By Jen Kinney.
In the billions of dollars of necessary infrastructure improvements across the United States, Stephanie Gidigbi sees an opportunity. Planning as usual has left low-income people and communities of color burdened by intersecting health, access and resiliency disparities. Being thoughtful about new projects and new investment offers the chance to do things differently.
“The communities that are impacted by the changes that are happening in our climate are the same ones that are impacted when it comes to health, and of course it’s the same ones that have racial inequities,” says Gidigbi, director of policy, capacity and systems change at the nonprofit Natural Resources Defense Council. “We can’t expect that we can continue to build the same thing and get different outcomes.”
That’s the philosophy behind the Strong, Prosperous, and Resilient Communities Challenge, or SPARCC, an initiative of the NRDC, Enterprise Community Partners, the Federal Reserve Bank of San Francisco, and the Low Income Investment Fund. The three-year initiative will provide funding, financing and technical assistance to coalitions of organizations working across sectors and issue areas in six U.S. cities to ensure that new infrastructure projects don’t reinforce the patterns of old.
Each participant — Atlanta, Chicago, Denver, Los Angeles, Memphis and the Bay Area — is already planning an array of large infrastructure investments, funded through ballot-approved tax increases or federal grants. And in each, organizations are already working together to make sure neighborhoods get a say in how that money is spent. SPARCC aims to support the creation and growth of these “collaborative tables,” spaces where nonprofits, grassroots advocates, and the public and private sectors can come together to promote equitable change.

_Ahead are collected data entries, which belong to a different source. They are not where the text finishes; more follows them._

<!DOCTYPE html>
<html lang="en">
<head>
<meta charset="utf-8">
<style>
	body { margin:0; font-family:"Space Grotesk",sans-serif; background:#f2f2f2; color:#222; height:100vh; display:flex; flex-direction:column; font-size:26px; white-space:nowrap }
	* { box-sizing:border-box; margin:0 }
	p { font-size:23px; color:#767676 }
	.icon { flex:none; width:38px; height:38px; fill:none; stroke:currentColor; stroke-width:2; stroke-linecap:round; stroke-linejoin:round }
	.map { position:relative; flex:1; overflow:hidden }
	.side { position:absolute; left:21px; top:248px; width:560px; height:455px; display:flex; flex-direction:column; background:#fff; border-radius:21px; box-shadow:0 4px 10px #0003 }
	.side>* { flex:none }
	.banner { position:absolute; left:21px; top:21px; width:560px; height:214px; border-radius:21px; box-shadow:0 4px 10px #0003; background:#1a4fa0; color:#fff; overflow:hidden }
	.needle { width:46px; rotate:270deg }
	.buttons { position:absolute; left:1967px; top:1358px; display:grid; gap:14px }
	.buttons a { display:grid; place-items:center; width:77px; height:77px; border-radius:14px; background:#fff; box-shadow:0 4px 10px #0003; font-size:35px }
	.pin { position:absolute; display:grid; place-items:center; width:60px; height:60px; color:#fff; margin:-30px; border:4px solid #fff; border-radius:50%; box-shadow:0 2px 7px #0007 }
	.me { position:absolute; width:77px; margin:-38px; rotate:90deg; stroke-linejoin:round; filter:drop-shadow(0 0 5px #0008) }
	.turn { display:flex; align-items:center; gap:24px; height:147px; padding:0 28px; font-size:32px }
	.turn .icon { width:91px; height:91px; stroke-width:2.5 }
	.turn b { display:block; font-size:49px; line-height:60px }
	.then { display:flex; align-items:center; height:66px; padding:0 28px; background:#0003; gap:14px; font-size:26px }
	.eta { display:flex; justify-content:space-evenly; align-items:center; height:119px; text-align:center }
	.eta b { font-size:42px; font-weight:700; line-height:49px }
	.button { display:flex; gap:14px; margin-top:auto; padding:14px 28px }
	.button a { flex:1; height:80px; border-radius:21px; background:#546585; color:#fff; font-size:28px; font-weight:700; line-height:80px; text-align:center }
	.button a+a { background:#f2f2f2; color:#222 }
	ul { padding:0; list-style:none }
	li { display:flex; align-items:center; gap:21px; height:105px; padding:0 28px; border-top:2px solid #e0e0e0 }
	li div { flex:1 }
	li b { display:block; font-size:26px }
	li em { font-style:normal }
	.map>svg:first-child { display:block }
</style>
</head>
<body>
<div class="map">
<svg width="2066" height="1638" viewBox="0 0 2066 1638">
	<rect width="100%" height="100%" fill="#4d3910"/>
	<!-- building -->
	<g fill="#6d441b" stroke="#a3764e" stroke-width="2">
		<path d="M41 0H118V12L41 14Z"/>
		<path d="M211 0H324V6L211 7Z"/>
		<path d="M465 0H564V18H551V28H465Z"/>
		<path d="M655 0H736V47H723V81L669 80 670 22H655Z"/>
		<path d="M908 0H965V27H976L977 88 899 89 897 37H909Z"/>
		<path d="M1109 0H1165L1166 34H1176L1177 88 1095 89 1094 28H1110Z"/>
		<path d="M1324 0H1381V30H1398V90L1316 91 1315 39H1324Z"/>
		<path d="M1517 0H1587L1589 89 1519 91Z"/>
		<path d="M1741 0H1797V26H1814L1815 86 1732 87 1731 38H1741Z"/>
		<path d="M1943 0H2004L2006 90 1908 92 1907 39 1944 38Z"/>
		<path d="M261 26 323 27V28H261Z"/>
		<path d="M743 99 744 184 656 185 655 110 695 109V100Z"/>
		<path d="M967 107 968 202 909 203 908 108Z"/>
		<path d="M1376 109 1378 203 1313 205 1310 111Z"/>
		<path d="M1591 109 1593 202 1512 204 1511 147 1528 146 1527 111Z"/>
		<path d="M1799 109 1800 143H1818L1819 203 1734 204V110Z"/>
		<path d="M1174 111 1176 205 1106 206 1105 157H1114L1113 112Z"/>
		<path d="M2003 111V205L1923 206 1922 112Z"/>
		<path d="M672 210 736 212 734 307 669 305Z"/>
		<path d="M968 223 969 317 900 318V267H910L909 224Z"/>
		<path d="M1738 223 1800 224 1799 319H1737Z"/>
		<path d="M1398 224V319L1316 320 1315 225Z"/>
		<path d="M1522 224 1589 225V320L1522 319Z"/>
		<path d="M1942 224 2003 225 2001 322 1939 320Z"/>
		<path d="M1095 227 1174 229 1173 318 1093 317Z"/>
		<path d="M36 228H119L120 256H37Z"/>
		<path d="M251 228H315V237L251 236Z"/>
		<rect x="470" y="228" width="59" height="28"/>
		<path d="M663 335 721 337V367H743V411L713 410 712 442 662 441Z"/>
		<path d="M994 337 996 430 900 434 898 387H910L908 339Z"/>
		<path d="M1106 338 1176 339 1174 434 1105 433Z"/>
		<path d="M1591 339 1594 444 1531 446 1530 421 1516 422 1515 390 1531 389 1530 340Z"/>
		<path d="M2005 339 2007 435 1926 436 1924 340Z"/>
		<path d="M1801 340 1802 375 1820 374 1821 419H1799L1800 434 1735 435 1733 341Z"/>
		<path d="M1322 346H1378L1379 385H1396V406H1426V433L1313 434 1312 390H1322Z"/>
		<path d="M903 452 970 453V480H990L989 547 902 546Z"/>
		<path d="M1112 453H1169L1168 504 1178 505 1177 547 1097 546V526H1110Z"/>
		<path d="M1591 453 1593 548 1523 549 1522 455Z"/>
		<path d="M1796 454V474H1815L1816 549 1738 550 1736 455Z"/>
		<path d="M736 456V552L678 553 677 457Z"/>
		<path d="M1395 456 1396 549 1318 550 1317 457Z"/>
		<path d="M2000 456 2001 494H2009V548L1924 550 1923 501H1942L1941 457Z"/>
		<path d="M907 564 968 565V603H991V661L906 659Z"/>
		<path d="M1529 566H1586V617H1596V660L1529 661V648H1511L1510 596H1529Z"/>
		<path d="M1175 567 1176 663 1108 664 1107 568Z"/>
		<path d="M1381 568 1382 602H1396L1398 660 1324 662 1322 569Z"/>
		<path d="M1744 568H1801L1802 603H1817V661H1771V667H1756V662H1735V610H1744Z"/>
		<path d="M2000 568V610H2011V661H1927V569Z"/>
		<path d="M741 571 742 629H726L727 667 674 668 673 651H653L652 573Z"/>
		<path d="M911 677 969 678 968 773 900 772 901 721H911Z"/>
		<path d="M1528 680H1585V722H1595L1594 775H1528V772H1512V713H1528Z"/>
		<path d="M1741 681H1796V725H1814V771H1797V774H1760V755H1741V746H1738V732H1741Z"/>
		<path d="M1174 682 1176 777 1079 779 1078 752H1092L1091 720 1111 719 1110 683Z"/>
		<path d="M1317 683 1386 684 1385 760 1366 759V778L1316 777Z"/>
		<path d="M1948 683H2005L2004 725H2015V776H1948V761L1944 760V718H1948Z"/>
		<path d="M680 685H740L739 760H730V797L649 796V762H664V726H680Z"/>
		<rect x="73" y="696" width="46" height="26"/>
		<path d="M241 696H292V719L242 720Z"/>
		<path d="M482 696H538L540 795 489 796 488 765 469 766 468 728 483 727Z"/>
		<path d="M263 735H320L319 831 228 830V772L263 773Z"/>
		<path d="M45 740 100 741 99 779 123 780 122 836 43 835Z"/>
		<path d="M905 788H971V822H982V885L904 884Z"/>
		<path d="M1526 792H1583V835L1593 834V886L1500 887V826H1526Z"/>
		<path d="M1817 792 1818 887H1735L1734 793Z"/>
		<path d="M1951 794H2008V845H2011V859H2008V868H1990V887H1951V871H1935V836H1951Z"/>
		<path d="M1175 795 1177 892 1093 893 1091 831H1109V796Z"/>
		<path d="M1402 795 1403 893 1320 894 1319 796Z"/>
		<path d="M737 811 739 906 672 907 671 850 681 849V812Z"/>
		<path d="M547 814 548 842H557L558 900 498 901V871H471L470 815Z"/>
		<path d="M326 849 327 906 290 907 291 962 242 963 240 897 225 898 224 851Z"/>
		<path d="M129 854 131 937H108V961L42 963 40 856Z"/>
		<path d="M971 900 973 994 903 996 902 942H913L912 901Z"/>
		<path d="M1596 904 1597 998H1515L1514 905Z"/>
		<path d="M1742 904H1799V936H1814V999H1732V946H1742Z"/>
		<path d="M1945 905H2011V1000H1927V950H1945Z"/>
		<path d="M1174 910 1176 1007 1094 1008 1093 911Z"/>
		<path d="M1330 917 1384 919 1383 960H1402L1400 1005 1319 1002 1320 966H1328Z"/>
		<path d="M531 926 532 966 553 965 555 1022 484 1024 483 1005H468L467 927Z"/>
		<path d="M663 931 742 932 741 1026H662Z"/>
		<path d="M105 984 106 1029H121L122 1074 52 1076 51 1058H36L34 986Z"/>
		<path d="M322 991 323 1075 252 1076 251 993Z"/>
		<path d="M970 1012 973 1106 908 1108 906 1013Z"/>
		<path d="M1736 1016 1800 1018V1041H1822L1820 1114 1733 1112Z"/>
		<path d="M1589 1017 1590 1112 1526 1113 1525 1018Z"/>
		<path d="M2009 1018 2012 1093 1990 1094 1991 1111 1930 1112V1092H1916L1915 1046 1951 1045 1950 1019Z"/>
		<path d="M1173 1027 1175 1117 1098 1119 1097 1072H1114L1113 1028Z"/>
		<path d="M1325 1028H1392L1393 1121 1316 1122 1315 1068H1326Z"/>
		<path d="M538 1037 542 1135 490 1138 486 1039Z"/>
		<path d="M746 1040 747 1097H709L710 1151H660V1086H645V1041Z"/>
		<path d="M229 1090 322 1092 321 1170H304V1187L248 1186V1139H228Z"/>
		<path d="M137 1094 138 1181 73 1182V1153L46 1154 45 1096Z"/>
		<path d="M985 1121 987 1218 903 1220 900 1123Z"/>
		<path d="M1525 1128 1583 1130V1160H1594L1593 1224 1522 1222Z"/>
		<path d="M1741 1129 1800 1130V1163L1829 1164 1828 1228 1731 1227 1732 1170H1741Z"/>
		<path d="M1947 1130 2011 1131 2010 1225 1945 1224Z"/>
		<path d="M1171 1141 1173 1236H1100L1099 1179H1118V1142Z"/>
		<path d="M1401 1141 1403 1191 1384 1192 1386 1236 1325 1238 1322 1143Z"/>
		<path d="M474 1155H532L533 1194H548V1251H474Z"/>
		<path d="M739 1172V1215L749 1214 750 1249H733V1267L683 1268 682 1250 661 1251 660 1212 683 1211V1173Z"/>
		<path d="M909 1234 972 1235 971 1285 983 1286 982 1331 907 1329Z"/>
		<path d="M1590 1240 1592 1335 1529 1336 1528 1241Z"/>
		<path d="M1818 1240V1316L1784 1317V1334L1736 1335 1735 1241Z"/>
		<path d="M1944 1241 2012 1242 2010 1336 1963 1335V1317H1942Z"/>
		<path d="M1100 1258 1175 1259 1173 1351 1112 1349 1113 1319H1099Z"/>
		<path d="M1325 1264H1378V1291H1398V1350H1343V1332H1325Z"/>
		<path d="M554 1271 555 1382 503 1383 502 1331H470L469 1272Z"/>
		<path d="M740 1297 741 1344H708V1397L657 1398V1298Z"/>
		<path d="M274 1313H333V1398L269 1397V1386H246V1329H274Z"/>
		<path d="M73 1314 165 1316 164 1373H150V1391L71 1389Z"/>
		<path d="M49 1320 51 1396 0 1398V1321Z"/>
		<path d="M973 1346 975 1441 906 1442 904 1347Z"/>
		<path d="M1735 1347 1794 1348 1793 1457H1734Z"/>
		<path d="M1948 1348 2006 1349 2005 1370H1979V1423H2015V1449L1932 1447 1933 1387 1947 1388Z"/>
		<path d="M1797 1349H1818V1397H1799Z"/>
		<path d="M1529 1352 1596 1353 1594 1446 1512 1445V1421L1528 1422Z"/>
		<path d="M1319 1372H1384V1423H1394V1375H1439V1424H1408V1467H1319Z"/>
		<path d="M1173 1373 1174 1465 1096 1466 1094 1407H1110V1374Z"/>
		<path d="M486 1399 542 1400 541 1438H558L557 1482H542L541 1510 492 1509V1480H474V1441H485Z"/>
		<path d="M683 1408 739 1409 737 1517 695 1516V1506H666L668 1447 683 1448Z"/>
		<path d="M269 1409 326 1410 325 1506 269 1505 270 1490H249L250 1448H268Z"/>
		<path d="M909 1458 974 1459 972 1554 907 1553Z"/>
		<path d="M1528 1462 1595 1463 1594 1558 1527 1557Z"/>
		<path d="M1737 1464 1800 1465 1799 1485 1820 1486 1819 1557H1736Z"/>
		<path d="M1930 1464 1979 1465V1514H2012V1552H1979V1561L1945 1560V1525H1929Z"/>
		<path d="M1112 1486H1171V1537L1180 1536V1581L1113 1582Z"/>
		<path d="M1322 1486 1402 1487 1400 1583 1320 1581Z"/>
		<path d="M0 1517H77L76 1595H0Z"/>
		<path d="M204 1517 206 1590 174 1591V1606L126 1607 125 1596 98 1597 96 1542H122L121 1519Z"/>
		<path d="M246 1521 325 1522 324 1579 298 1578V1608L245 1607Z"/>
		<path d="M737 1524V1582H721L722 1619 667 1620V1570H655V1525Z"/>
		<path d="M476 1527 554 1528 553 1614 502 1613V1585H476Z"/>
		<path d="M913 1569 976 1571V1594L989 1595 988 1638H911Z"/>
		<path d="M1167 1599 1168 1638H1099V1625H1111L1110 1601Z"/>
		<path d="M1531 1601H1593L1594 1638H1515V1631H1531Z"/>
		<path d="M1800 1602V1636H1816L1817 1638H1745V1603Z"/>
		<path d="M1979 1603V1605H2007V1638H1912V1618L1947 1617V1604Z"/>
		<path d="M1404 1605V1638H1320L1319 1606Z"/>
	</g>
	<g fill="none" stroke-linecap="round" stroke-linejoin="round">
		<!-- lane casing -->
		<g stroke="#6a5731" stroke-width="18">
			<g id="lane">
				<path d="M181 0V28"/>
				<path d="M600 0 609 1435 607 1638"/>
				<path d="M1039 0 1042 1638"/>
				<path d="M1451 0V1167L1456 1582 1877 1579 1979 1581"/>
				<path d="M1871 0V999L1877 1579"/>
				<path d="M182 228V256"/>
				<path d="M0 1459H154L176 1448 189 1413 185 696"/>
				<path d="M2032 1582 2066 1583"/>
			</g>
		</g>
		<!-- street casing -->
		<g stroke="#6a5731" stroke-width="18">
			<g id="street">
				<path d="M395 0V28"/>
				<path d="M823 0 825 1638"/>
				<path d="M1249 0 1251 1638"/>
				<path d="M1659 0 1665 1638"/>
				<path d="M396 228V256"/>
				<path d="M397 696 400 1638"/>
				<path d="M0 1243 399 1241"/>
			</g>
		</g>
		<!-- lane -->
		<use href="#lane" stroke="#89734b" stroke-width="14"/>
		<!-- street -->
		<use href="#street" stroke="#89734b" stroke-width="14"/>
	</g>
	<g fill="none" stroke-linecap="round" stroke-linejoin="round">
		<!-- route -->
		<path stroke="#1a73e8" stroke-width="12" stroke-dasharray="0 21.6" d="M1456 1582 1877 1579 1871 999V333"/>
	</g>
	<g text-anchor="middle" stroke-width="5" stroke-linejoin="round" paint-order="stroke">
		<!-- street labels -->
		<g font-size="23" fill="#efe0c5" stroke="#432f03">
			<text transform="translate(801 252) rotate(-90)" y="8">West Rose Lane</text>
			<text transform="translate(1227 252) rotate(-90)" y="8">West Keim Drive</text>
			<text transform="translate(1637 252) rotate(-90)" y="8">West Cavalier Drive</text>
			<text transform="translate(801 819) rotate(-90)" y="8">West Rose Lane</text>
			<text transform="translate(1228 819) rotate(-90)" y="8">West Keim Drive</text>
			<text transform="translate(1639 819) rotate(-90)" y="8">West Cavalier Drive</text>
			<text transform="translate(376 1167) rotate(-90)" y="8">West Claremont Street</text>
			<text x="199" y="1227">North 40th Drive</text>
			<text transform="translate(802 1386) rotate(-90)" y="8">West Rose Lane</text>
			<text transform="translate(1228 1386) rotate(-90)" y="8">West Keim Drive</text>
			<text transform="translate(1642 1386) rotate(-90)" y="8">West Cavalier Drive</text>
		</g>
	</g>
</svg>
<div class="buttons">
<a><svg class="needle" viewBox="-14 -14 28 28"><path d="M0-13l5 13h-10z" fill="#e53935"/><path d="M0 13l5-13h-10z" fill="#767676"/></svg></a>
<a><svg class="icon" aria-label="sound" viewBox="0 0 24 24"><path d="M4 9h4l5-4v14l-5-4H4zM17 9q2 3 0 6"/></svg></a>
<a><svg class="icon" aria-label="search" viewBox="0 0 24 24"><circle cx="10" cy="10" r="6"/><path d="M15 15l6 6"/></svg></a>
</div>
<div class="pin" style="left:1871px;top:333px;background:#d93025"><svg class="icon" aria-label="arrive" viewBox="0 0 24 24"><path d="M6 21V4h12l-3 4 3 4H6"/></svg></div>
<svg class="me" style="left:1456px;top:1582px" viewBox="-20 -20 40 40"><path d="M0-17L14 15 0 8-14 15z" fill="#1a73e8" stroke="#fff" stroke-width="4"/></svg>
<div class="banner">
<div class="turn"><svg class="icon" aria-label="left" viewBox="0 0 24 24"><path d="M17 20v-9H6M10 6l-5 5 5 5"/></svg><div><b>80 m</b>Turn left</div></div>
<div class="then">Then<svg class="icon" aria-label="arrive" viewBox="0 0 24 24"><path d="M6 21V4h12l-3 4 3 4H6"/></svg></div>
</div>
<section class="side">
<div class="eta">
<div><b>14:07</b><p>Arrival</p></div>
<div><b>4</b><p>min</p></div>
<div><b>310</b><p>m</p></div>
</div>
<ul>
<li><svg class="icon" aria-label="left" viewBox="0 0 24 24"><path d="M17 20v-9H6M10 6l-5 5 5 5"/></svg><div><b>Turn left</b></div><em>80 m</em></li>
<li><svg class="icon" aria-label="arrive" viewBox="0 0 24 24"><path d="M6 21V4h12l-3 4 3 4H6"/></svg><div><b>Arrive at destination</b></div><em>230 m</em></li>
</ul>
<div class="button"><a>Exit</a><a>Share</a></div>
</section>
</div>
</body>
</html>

“These investments come and these places will change, and it will either become more inclusive or less inclusive,” says Brian Prater, executive vice president of strategy, development and public affairs at the Low Income Investment Fund, a San Francisco-headquartered community development financial institution. “It became very apparent to us that if you don’t plan for that growth and ensure that justice and equity are central to this conversation, then the traditional patterns of segregation, concentrated poverty and displacement will be repeated.”